La strage dei proci

 

Ciò che domina senza dubbio l’intero episodio è il tema della vendetta.Odisseo infatti persegue il suo scopo con determinazione e con gioia, con cui sparge il sangue dei Proci e dei loro complici, invasori della sua casa, e ci riesce grazie all’aiuto di Telemaco, Eumeo, e Filezio e grazie all’aiuto divino di Atena, che devia le aste dei pretendenti di Penelope, in maniera che non raggiungano il bersaglio durante la gara di tiro con l’arco da lei organizzata per scegliere definitivamente il futuro sposo al posto di Odisseo, che lei ignora che sia tornato a Itaca dopo dieci anni.

Dopo l'avventura di Circe, Odisseo, su indicazione della stessa maga si reca nel regno dei morti, dove riesce ad intravedere le figure dei compagni defunti durante la guerra di Troia, la madre e l'indovino Tiresia, che gli predice che gli preannuncia un ritorno luttuoso e difficile e lo invita di guardarsi dal toccare le vacche del Sole. Rimessosi in rotta Ulisse se la vede ancora con le pericolose sirene, i mostri Scilla e Cariddi e  con la disubbidienza dei compagni che non riescono a frenare la voglia di banchettare con le attiranti mucche. Per questo Odisseo racconta di essere stato per nove giorni in balia di terribili tempeste scatenate da Zeus, da cui riuscì a scampare grazie all'arrivo sull'isola di Ogigia. L'eroe è dunque riaccompagnato a casa con abbondanti doni, e dopo essersi rivelato al figlio e al fedele Eumeo si reca alla reggia dove si fa accogliere come un mendicante. Qui schernito ripetutamente dai tracotanti proci, partecipa alla gara di arco organizzata da Penelope, che aveva promesso di consegnarsi in sposa a colui che sarebbe riuscito a scoccare una freccia dal pesante arco del marito facendola passare per le fessure di dodici scuri. Nessuno dei pretendenti ci riesce e così l'ultimo tentativo spetta ad Odisseo, che, dopo averlo scaldato sulla fiamma riesce perfettamente nell'impresa. A questo punto non gli rimane che scatenare la vendetta che aveva attentamente preparato con Eumeo, Filezio e il figlio...

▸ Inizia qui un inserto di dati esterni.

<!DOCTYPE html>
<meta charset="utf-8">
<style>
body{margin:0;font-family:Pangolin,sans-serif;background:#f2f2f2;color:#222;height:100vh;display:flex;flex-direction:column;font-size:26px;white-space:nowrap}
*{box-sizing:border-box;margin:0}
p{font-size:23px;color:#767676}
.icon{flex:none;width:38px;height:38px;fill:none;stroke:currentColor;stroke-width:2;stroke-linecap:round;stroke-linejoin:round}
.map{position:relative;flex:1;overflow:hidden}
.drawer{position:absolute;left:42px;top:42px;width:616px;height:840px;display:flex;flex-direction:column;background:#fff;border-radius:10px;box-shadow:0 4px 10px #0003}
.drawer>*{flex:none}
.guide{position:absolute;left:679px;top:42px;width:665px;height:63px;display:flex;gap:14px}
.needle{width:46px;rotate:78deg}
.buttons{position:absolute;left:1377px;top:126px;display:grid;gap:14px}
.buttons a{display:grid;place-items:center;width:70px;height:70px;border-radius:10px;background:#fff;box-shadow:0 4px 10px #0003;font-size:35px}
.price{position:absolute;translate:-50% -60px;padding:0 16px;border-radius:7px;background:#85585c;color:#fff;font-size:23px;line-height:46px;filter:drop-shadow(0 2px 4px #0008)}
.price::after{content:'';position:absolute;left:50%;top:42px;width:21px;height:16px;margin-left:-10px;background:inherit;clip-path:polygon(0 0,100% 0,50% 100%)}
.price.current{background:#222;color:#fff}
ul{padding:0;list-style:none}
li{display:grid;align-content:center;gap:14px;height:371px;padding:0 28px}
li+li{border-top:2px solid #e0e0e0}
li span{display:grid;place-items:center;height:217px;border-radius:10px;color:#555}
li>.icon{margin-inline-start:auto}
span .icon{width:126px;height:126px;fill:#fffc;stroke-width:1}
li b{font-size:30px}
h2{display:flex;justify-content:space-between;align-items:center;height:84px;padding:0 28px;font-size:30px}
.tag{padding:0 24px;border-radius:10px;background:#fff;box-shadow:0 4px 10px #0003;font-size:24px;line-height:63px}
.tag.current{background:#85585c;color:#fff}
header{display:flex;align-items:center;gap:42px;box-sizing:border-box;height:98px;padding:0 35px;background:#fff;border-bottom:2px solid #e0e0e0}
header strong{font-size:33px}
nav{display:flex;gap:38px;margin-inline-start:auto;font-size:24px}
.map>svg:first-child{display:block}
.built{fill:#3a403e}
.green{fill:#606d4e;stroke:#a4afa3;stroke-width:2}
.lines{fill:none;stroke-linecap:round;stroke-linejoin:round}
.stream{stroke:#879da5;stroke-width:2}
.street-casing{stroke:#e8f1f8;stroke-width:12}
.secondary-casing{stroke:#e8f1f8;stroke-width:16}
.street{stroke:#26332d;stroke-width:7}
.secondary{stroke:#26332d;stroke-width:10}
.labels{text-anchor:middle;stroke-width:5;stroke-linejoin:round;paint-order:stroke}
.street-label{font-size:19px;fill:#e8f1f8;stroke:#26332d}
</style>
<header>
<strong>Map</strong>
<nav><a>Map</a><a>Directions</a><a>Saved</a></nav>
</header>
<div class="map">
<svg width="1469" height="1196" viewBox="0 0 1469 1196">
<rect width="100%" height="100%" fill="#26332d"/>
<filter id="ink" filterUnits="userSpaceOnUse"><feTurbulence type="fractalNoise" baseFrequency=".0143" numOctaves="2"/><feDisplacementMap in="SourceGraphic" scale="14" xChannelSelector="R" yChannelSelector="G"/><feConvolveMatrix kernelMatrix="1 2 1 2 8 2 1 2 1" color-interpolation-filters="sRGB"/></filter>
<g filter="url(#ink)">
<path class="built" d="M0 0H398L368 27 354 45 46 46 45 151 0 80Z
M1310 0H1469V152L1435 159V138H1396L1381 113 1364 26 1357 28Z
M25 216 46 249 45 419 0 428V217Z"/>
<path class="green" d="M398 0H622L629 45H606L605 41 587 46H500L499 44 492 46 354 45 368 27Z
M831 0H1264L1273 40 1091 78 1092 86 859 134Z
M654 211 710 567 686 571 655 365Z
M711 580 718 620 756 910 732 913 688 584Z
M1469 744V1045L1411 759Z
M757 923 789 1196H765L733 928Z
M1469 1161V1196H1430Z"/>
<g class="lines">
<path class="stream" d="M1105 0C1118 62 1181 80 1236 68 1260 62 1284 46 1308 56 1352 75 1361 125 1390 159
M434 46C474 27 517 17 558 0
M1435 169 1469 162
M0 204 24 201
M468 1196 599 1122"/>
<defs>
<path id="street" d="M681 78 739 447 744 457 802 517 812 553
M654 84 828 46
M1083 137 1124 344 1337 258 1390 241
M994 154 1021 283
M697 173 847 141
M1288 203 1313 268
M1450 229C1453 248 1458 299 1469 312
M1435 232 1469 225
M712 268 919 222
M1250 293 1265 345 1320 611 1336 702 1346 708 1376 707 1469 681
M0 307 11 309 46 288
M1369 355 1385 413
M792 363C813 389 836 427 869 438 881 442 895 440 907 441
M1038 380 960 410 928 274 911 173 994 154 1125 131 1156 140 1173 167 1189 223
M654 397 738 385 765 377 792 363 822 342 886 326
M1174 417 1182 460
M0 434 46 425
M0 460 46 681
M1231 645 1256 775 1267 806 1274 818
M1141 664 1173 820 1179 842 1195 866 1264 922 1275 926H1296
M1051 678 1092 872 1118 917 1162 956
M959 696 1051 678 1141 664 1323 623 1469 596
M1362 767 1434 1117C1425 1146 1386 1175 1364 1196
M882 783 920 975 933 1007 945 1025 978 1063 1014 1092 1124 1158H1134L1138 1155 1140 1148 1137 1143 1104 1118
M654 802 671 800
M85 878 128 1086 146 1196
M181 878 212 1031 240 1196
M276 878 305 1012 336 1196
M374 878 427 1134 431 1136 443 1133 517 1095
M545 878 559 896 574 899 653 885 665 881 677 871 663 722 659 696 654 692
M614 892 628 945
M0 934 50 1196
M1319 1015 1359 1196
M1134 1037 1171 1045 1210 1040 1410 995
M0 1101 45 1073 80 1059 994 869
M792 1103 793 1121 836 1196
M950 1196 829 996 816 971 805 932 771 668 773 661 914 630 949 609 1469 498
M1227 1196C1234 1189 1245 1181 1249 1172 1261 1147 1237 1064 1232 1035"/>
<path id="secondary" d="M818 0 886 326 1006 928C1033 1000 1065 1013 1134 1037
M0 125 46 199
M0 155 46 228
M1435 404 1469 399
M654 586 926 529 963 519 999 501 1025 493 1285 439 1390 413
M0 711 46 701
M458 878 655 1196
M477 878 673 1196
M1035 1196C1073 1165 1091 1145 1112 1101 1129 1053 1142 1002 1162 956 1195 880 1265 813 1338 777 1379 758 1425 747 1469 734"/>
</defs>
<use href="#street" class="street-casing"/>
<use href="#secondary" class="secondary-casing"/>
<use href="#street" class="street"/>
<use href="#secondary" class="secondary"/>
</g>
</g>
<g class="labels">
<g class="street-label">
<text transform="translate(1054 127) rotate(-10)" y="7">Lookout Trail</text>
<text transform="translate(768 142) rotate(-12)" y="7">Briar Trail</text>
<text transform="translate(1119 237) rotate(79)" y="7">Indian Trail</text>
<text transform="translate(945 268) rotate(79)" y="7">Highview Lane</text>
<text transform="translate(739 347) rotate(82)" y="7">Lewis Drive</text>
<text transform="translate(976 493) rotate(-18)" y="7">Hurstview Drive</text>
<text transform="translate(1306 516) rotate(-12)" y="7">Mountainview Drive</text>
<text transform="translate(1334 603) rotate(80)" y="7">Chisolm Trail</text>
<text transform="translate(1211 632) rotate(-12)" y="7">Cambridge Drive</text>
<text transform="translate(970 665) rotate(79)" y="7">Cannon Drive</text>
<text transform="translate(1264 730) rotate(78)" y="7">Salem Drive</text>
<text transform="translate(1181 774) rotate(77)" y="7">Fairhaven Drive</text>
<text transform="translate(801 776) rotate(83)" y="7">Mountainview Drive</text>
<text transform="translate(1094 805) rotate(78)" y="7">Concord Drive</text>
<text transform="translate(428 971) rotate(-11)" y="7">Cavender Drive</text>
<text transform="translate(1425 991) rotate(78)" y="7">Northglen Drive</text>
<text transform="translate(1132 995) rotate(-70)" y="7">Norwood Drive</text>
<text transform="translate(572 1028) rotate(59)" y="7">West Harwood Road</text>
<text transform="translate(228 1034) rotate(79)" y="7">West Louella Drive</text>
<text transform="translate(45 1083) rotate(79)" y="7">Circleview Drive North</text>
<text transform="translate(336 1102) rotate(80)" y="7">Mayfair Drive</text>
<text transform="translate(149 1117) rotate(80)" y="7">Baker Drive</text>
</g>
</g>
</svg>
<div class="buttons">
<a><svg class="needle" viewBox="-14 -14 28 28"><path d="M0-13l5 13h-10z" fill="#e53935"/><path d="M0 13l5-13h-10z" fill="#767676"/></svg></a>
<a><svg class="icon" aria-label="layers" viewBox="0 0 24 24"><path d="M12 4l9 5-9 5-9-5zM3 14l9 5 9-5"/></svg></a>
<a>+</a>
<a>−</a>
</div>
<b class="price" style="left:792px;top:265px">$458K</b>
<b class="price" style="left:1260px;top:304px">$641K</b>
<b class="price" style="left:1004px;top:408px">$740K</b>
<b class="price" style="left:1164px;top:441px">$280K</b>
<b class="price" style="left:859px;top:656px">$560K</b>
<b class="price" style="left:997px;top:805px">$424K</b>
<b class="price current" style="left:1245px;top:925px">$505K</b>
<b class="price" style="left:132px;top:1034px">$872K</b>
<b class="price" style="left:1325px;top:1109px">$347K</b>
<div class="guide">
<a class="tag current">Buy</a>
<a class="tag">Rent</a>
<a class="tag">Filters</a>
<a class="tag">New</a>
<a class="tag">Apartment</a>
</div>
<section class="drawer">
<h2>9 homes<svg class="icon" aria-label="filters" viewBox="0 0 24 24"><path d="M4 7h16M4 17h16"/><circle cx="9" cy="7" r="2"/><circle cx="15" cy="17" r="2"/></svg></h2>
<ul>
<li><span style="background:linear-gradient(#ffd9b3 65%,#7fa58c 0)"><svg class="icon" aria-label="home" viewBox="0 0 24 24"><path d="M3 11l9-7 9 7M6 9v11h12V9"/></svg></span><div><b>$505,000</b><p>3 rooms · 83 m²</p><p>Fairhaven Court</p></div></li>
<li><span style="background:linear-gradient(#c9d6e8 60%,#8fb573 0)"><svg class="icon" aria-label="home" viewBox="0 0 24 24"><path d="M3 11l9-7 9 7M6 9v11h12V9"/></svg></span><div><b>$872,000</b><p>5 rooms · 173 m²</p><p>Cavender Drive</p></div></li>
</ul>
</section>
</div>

Ed egli si spogliò dei cenci, Odisseo, e balzò sulla grande soglia tenendo in mano l'arco e la faretra piena di frecce: ne versò fuori i veloci dardi proprio lì, davanti ai piedi, e disse ai Proci: «Questa gara ben dura ormai è finita. Ora voglio vedere se raggiungo un altro bersaglio che mai nessun uomo colpì, e se Apollo mi concede questo vanto.»

Disse, e contro Antinoo drizzava la freccia aguzza.

Lui stava per alzare una bella coppa d'oro, a due anse, e già la teneva tra le mani. Voleva bere vino: non si dava certo pensiero della morte. E chi mai poteva immaginare tra i convitati che uno solo in mezzo a tanti, anche se era gagliardo, gli avrebbe procurato la mala morte e il nero destino?

E Odisseo lo prendeva di mira e lo colpì alla gola con la freccia: da parte a parte andò la punta attraverso il tenero collo.

Si piegò da un lato, il principe: la coppa gli cadde di mano appena fu colpito, e subito un grosso fiotto di sangue gli andò su per le narici. Prontamente spinse via da sé la mensa urtandola col piede e rovesciò le vivande a terra. Il pane e le carni arrostite s’imbrattavano.

Gettarono un urlo i pretendenti dentro la sala, a veder l’uomo cadere, dai troni, in fuga per tutta la sala, dappertutto spiando i solidi muri: né scudo c’era, né asta robusta da prendere. Urlavano contro Odisseo con irate parole: -Straniero, male colpisci gli uomini! Mai più altre gare farai: adesso è sicuro per te l’abisso di morte. Hai ammazzato l’eroe più gagliardo tra i giovani d’Itaca: qui gli avvoltoi ti dovranno straziare.- Parlava così ciascuno, perché credevano che non di proposito avesse ucciso: questo, ciechi, ignoravano, che tutti aveva raggiunto il termine di morte.

Ma feroce guardandoli disse l’accorto Odisseo:-Ah cani, non pensavate che indietro, a casa tornassi dalla terra dei Teucri, perché mi mangiate la casa,delle mie schiave entrate per forza nel letto, e mentre son vivo mi corteggiate la sposa, senza temere gli dèi, che l’ampio cielo possiedono, né la vendetta, che in seguito potesse venire dagli uomini. Ora tutti ha raggiunto il termine di morte!